Memorial Record of the Counties of Delaware, Union & Morrow, Ohio; Chicago: The Lewis Publishing Co., 1895, pp. 224-225
Contributed by a Generous Genealogist.


JUDGE JABEZ DICKEY, a well known attorney of Mount Gilead, prominent at the bar of Morrow county, has a reputation not only among the public but also among his professional brethren that might well be envied by almost any legal practitioner.  This worthy gentleman is one of Ohio’s sons.  His father, David Dickey, was a native of Pennsylvania and the family is of Scotch-Irish descent.  He served as a soldier in the war of 1812 and during that time suffered an attack of the jaundice, lying ill at blockhouse at Mansfield, Ohio, until the close of the struggle.  He then purchased a farm one mile south of that place, ––a tract of wild timber land, and thereon spent his remaining days, an honored pioneer and influential citizen of the community.  His wife, who bore the maiden name of Rachel Cook, was also born in the Keystone State, and with her father’s family removed to Richland county, Ohio, at a very early day.  Mr. Dickey died on the old homestead in 1848, and in 1853 she removed with her children to Mansfield, where her death occurred in 1880.  They were members of the Old School Presbyterian Church and took an active part in its work.  Their family numbered seven children, four of whom are yet living, namely: Susan M., who resides in Chicago, Illinois; Emma D., widow of Philemon P. Berry, and a resident of New York city; M. R., a member of the firm of Estey, Dickey, Carr & Goff, of Cleveland, Ohio; and the gentleman whose name heads this record.  The four sons of the family all served in the civil war as members of the Fifteenth Ohio Volunteer Infantry, ––Moses R. was its Colonel; Noah C., who was a private of Company H, was taken prisoner in Tennessee, and died in Mansfield, Ohio, in May, 1867; and James McBrier, who belonged to Company G, was killed on the second day of the battle at Pittsburg Landing.
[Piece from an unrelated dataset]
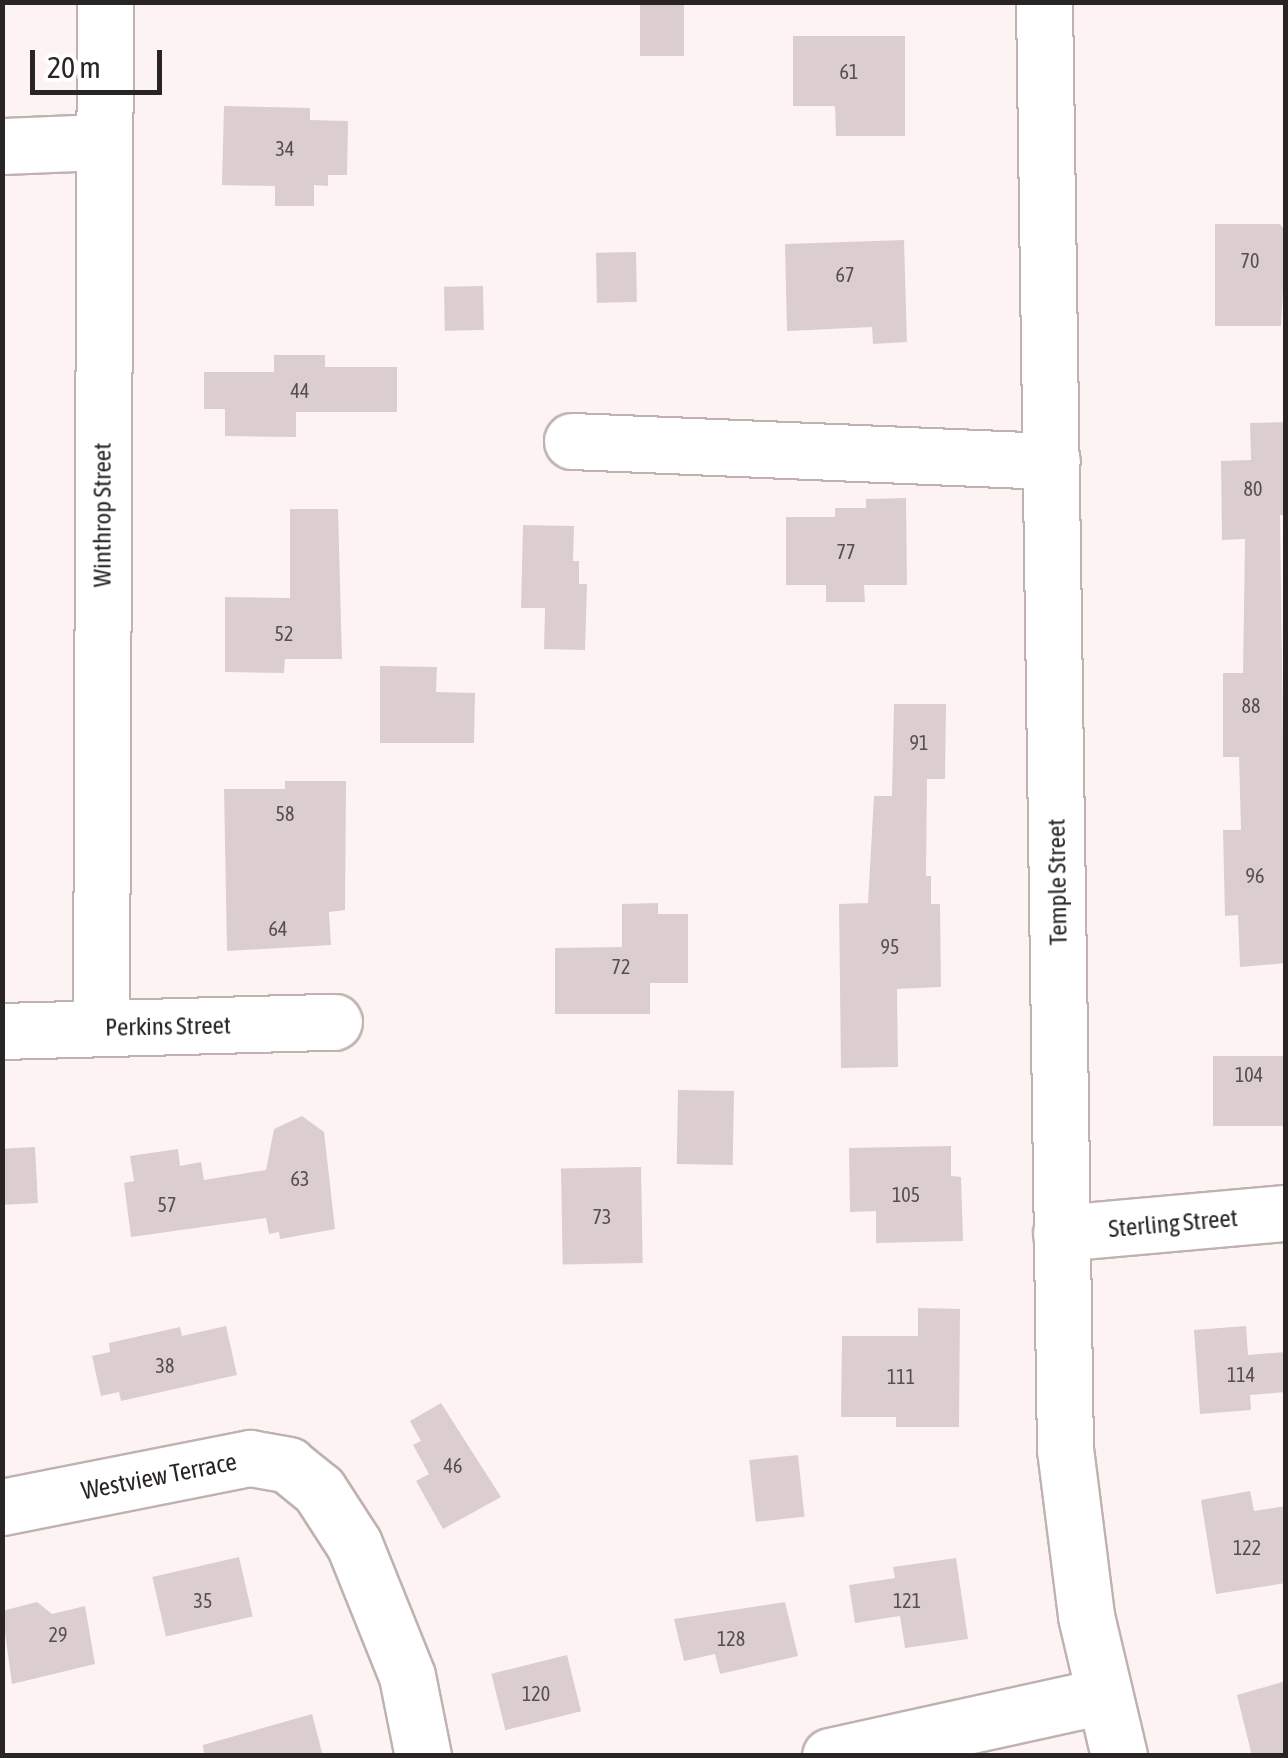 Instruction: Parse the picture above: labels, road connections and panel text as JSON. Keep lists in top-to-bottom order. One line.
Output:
{"streets":{"street":["Winthrop Street","Temple Street","Perkins Street","Sterling Street","Westview Terrace"]},"crossings":[["Winthrop Street","Perkins Street"],["Temple Street","Sterling Street"]],"house_numbers":["61","34","70","67","44","80","77","52","88","91","58","96","64","95","72","104","63","105","57","73","38","114","111","46","122","35","121","29","128","120"],"scale_bar":"20 m"}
Judge Dickey is so widely and favorably known throughout Morrow county that he needs no special introduction to the readers of this volume.  He was born in the little log cabin on the old home farm, near Mansfield, June 15, 1838, and attended the district school until thirteen years of age, when he supplemented his early school privileges with a course in Monroe Seminary and at Vermillion Institute, in Hayesville, Ohio.  Not wishing to follow the pursuit to which he was reared, he took up the study of law, January 1, 1859, with the firm of Burns & Dickey at Mansfield, Ohio, and was admitted to the bar before the Supreme Court of the State, April 4, 1861.
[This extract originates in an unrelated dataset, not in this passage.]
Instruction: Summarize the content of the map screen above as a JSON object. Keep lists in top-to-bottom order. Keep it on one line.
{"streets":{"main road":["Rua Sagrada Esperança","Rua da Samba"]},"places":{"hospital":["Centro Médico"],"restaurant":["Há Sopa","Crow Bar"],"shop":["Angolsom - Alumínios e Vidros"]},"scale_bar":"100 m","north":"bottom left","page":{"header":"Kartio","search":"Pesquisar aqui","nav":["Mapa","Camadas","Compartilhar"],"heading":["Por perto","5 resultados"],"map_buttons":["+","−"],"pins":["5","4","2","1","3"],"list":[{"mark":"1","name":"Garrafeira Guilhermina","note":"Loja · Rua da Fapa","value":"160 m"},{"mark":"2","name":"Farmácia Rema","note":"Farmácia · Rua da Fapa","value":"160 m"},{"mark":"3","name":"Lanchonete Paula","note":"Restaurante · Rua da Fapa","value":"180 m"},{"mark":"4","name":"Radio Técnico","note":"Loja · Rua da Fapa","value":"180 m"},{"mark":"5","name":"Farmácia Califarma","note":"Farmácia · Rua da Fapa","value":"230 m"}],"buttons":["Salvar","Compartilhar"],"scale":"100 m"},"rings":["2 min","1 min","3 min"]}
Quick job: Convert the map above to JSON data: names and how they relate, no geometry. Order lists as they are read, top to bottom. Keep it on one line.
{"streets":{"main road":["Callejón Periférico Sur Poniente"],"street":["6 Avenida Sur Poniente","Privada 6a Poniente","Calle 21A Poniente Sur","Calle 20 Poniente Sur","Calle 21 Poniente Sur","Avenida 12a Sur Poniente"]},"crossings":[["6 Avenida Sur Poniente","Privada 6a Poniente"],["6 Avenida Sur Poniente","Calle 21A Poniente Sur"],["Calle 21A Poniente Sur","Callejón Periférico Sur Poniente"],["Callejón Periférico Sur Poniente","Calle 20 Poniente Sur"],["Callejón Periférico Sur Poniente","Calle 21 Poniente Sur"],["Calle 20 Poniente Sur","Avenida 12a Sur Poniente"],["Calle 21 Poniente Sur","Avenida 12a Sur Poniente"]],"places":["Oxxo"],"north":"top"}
     He did not, however, at once begin practice, for, prompted by patriotic impulses, he responded to his country’s call for troops, and enlisted in Company H, Fifteenth Ohio Volunteer Infantry, of which he was made Corporal.  The troops were ordered to drive the rebels from Grafton, Virginia, and subsequently to Rowlesburg, on Cheat river, West Virginia.  After the battle of Philippi they were engaged in guarding the Baltimore & Ohio Railroad, and Judge Dickey remained with his regiment until, with a broken ankle, he returned home on a furlough.  In March, 1862, he started to rejoin his old regiment, which had been reorganized for three years’ service.  On reaching Bowling Green, Kentucky, he found that the bridge had been burned across Barron river, and he took the only train for Nashville, but after going twenty-two miles it was learned that General Morgan was lying in wait to capture the train at Gallatin, and the passengers unloaded, while the train returned to Russellville for a guard of soldiers.  Mr. Dickey pushed on ahead, walking a distance of fifty miles, and running the gauntlet of Morgan’s men.  This trip so lamed his ankle that he gave a colored man his last dollar to carry him in a little mule cart the remaining eight miles to Nashville, but on reaching that place he found that the regiment had gone on forty miles to Duck river.  With a provision train he proceeded to that place, but his ankle was so severely injured that he was unfit for field service and he entered the service of a sutler, continuing there until after the battle of Shiloh.  He then went on a boat, loaded with wounded soldiers, to Cincinnati, having charge of a ward while en route, and thence returned to his home in Mansfield, Ohio, where he practiced law until February, 1865.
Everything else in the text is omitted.